╔══

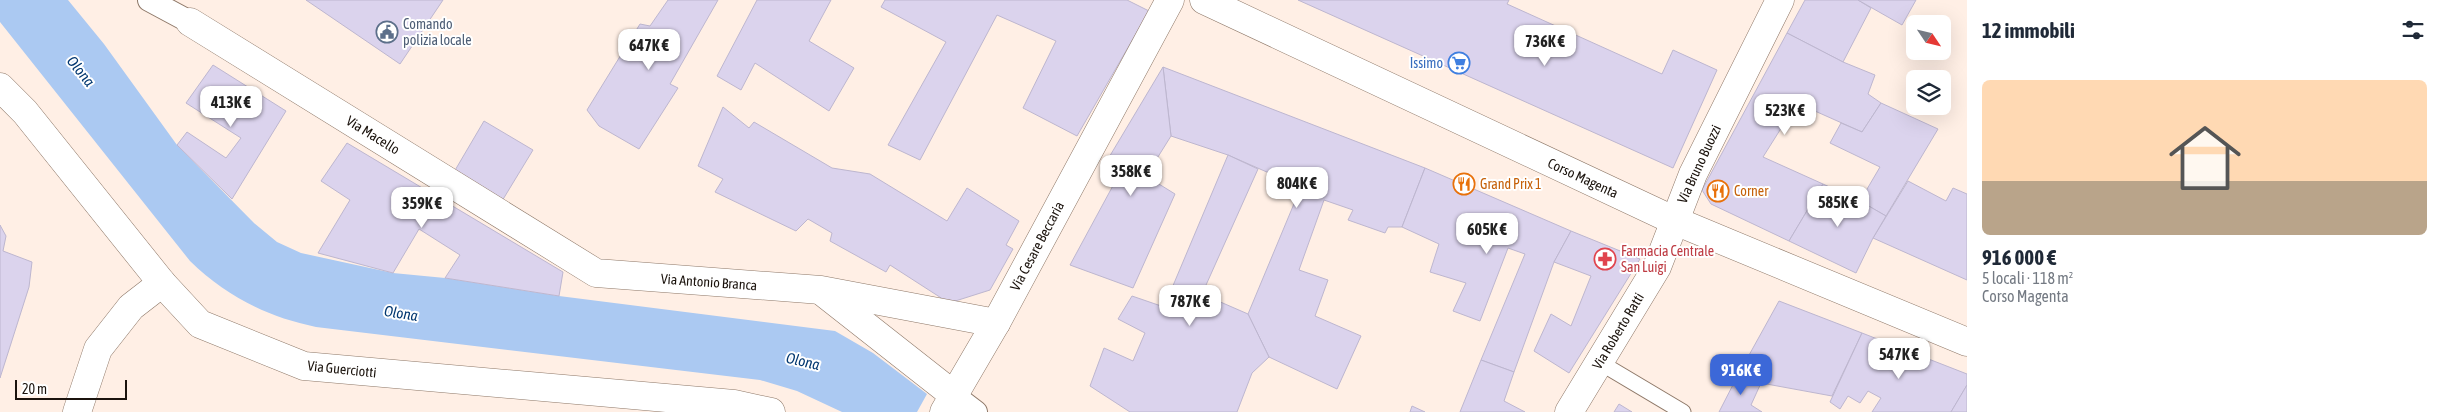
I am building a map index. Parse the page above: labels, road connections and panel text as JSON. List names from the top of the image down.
{
  "streets": {
    "street": [
      "Via Macello",
      "Via Bruno Buozzi",
      "Corso Magenta",
      "Via Cesare Beccaria",
      "Via Antonio Branca",
      "Via Roberto Ratti",
      "Via Guerciotti"
    ]
  },
  "crossings": [
    ["Via Macello", "Via Antonio Branca"],
    ["Via Bruno Buozzi", "Corso Magenta"],
    ["Via Bruno Buozzi", "Via Roberto Ratti"],
    ["Corso Magenta", "Via Roberto Ratti"],
    ["Via Cesare Beccaria", "Via Antonio Branca"]
  ],
  "water": ["Olona"],
  "places": {
    "public building": ["Comando polizia locale"],
    "supermarket": ["Issimo"],
    "restaurant": ["Grand Prix 1", "Corner"],
    "pharmacy": ["Farmacia Centrale San Luigi"]
  },
  "scale_bar": "20 m",
  "north": "bottom right",
  "page": {
    "heading": "12 immobili",
    "price": [
      "736K €",
      "647K €",
      "413K €",
      "523K €",
      "358K €",
      "804K €",
      "585K €",
      "359K €",
      "605K €",
      "787K €",
      "547K €",
      "916K €"
    ],
    "list": [
      {
        "name": "916 000 €",
        "note": "5 locali · 118 m² · Corso Magenta"
      }
    ],
    "scale": "20 m"
  }
}
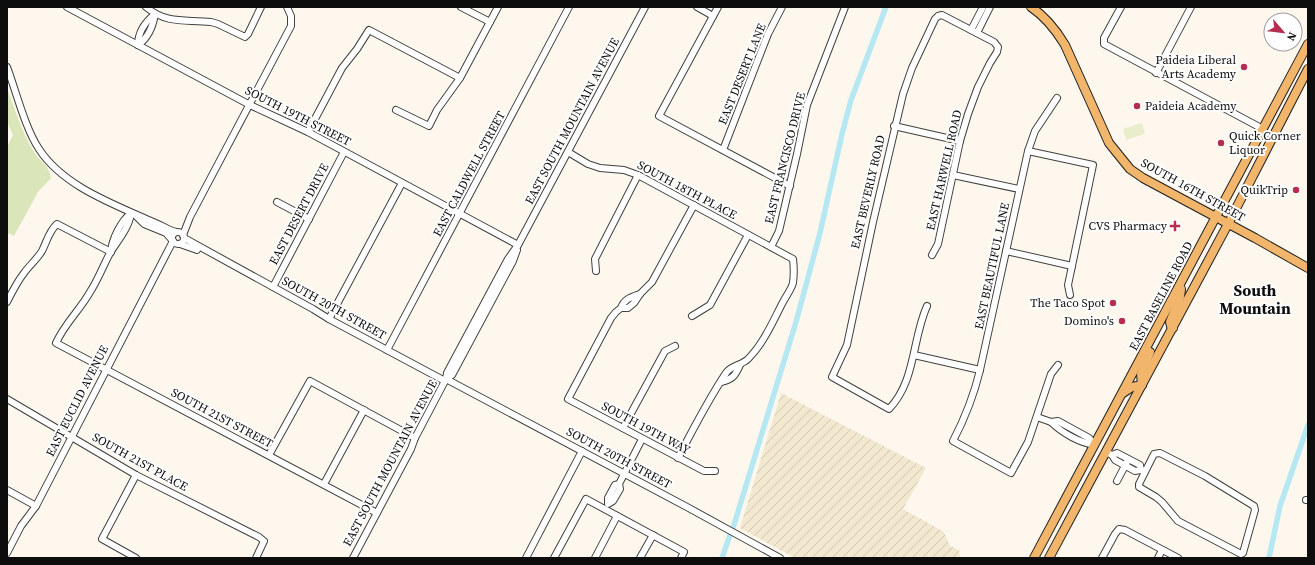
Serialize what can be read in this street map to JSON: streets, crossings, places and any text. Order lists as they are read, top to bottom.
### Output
{
  "streets": {
    "main road": ["SOUTH 16TH STREET", "EAST BASELINE ROAD"],
    "street": [
      "EAST DESERT LANE",
      "SOUTH 19TH STREET",
      "EAST SOUTH MOUNTAIN AVENUE",
      "EAST FRANCISCO DRIVE",
      "EAST HARWELL ROAD",
      "EAST CALDWELL STREET",
      "SOUTH 18TH PLACE",
      "EAST BEVERLY ROAD",
      "EAST DESERT DRIVE",
      "EAST BEAUTIFUL LANE",
      "SOUTH 20TH STREET",
      "EAST EUCLID AVENUE",
      "SOUTH 21ST STREET",
      "SOUTH 19TH WAY",
      "SOUTH 21ST PLACE"
    ]
  },
  "crossings": [
    ["SOUTH 19TH STREET", "EAST SOUTH MOUNTAIN AVENUE"],
    ["SOUTH 19TH STREET", "EAST CALDWELL STREET"],
    ["SOUTH 19TH STREET", "EAST DESERT DRIVE"],
    ["SOUTH 19TH STREET", "EAST EUCLID AVENUE"],
    ["EAST SOUTH MOUNTAIN AVENUE", "SOUTH 18TH PLACE"],
    ["EAST SOUTH MOUNTAIN AVENUE", "SOUTH 20TH STREET"],
    ["EAST SOUTH MOUNTAIN AVENUE", "SOUTH 21ST STREET"],
    ["EAST FRANCISCO DRIVE", "SOUTH 18TH PLACE"],
    ["EAST HARWELL ROAD", "EAST BEVERLY ROAD"],
    ["EAST CALDWELL STREET", "SOUTH 20TH STREET"],
    ["SOUTH 18TH PLACE", "SOUTH 19TH WAY"],
    ["SOUTH 16TH STREET", "EAST BASELINE ROAD"],
    ["EAST DESERT DRIVE", "SOUTH 20TH STREET"],
    ["SOUTH 20TH STREET", "EAST EUCLID AVENUE"],
    ["EAST EUCLID AVENUE", "SOUTH 21ST STREET"],
    ["EAST EUCLID AVENUE", "SOUTH 21ST PLACE"]
  ],
  "districts": ["South Mountain"],
  "places": {
    "other": [
      "Paideia Liberal Arts Academy",
      "Paideia Academy",
      "Quick Corner Liquor",
      "QuikTrip",
      "The Taco Spot",
      "Domino's"
    ],
    "health": ["CVS Pharmacy"]
  },
  "north": "bottom right"
}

╚══

Copy out every line above without change, dropping the pictures.

# EXPECTED ANSWER:
I am building a map index. Parse the page above: labels, road connections and panel text as JSON. List names from the top of the image down.
{
  "streets": {
    "street": [
      "Via Macello",
      "Via Bruno Buozzi",
      "Corso Magenta",
      "Via Cesare Beccaria",
      "Via Antonio Branca",
      "Via Roberto Ratti",
      "Via Guerciotti"
    ]
  },
  "crossings": [
    ["Via Macello", "Via Antonio Branca"],
    ["Via Bruno Buozzi", "Corso Magenta"],
    ["Via Bruno Buozzi", "Via Roberto Ratti"],
    ["Corso Magenta", "Via Roberto Ratti"],
    ["Via Cesare Beccaria", "Via Antonio Branca"]
  ],
  "water": ["Olona"],
  "places": {
    "public building": ["Comando polizia locale"],
    "supermarket": ["Issimo"],
    "restaurant": ["Grand Prix 1", "Corner"],
    "pharmacy": ["Farmacia Centrale San Luigi"]
  },
  "scale_bar": "20 m",
  "north": "bottom right",
  "page": {
    "heading": "12 immobili",
    "price": [
      "736K €",
      "647K €",
      "413K €",
      "523K €",
      "358K €",
      "804K €",
      "585K €",
      "359K €",
      "605K €",
      "787K €",
      "547K €",
      "916K €"
    ],
    "list": [
      {
        "name": "916 000 €",
        "note": "5 locali · 118 m² · Corso Magenta"
      }
    ],
    "scale": "20 m"
  }
}
Serialize what can be read in this street map to JSON: streets, crossings, places and any text. Order lists as they are read, top to bottom.
### Output
{
  "streets": {
    "main road": ["SOUTH 16TH STREET", "EAST BASELINE ROAD"],
    "street": [
      "EAST DESERT LANE",
      "SOUTH 19TH STREET",
      "EAST SOUTH MOUNTAIN AVENUE",
      "EAST FRANCISCO DRIVE",
      "EAST HARWELL ROAD",
      "EAST CALDWELL STREET",
      "SOUTH 18TH PLACE",
      "EAST BEVERLY ROAD",
      "EAST DESERT DRIVE",
      "EAST BEAUTIFUL LANE",
      "SOUTH 20TH STREET",
      "EAST EUCLID AVENUE",
      "SOUTH 21ST STREET",
      "SOUTH 19TH WAY",
      "SOUTH 21ST PLACE"
    ]
  },
  "crossings": [
    ["SOUTH 19TH STREET", "EAST SOUTH MOUNTAIN AVENUE"],
    ["SOUTH 19TH STREET", "EAST CALDWELL STREET"],
    ["SOUTH 19TH STREET", "EAST DESERT DRIVE"],
    ["SOUTH 19TH STREET", "EAST EUCLID AVENUE"],
    ["EAST SOUTH MOUNTAIN AVENUE", "SOUTH 18TH PLACE"],
    ["EAST SOUTH MOUNTAIN AVENUE", "SOUTH 20TH STREET"],
    ["EAST SOUTH MOUNTAIN AVENUE", "SOUTH 21ST STREET"],
    ["EAST FRANCISCO DRIVE", "SOUTH 18TH PLACE"],
    ["EAST HARWELL ROAD", "EAST BEVERLY ROAD"],
    ["EAST CALDWELL STREET", "SOUTH 20TH STREET"],
    ["SOUTH 18TH PLACE", "SOUTH 19TH WAY"],
    ["SOUTH 16TH STREET", "EAST BASELINE ROAD"],
    ["EAST DESERT DRIVE", "SOUTH 20TH STREET"],
    ["SOUTH 20TH STREET", "EAST EUCLID AVENUE"],
    ["EAST EUCLID AVENUE", "SOUTH 21ST STREET"],
    ["EAST EUCLID AVENUE", "SOUTH 21ST PLACE"]
  ],
  "districts": ["South Mountain"],
  "places": {
    "other": [
      "Paideia Liberal Arts Academy",
      "Paideia Academy",
      "Quick Corner Liquor",
      "QuikTrip",
      "The Taco Spot",
      "Domino's"
    ],
    "health": ["CVS Pharmacy"]
  },
  "north": "bottom right"
}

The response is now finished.